Ah, the baseball books are in full swing (pun intended). Sixth grader Jack's minor concussion turned out to not be a big deal physically, but it rattled him mentally. Jack is on edge every time a throw comes his way, and it's messing up his mojo. Plunked is getting attention for its depiction of high-stakes youth sports. "An uncommonly thoughtful baseball novel," according to Publishers Weekly. Kirkus agrees, tagging Jack as a "likable young player....readers will empathize with him and cheer him on."
I'm enormously curious about this one; I plan to read it as soon as we receive it (mainly because it sounds like a unique story, and to get a feel to the amount of violence in the story). 14 year old Carver is an orphan growing up in 1895's New York City; he is chosen as an apprentice to a detective agency, which is trying to catch a serial killer terrorizing New York City. It's getting sensational reviews, The Horn Book Magazine in particular: "This exhilarating, history-bending, non-stop action story crowded with mind puzzles, chases, fight scenes, and intricate plot twists will keep readers on the edge of their seats until the last chapter's revelation."

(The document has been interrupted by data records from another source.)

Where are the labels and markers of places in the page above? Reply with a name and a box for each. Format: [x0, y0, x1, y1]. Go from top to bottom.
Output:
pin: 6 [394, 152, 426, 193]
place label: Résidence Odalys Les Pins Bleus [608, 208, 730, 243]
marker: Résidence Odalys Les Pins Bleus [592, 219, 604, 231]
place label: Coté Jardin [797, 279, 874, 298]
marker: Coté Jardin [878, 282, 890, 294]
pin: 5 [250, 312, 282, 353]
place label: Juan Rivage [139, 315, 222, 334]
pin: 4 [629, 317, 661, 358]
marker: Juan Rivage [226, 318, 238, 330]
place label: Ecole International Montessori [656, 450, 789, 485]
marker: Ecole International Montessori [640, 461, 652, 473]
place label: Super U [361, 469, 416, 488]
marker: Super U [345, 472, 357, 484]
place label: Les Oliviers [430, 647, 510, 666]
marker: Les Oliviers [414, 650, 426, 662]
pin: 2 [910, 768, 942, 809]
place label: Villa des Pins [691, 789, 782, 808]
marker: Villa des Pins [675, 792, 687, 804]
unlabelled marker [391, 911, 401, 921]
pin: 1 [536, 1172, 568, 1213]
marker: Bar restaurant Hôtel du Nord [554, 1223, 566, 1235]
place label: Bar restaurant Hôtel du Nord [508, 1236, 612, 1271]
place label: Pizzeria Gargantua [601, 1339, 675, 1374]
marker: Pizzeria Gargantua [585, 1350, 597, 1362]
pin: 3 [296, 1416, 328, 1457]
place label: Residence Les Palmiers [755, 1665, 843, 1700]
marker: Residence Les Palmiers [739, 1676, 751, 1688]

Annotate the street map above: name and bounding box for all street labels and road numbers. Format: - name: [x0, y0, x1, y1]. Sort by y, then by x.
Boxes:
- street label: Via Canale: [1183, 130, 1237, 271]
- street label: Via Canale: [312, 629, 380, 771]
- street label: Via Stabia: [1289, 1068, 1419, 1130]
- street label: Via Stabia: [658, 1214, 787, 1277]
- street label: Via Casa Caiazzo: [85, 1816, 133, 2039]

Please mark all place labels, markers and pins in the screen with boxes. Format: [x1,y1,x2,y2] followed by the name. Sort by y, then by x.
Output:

Superman vs. the Ku Klux Klan
Superman turns 80 this year. For whatever reason, Superman doesn't seem to have the longstanding cool factor of Batman and Spiderman; Superman seems to be more of a product of his time, and its popular movie franchise came years ago. Rick Bowers's account of how Superman (on his radio show) battled the Ku Klux Klan may be the key to reintroducing him to new fans. It's certainly a story I've never heard, and one I'm impatiently anticipating. It's published by National Geographic, so I'm looking forward to an impressive layout. I love, love, love the National Geographic franchise, so any day there's a new book (or magazine issue) from them is a good day in my book. School Library Journal hails it "engrossing" and "brilliant."
Who Was Steve Jobs?
Believe it or not, there are already several children's biographies published (after Jobs's death) about Steve Jobs. I held off until I found this one; being already familiar with the Who Was? series, I trusted its content and presentation (as good as the others may be, they are more of the "strictly for reports" type of books). I'm sure this will be popular.
Oh. My. Goodness. I am overwhelmed just looking at this post--and I didn't include every title that I would like to highlight! The 2012 publishing year is on a roll!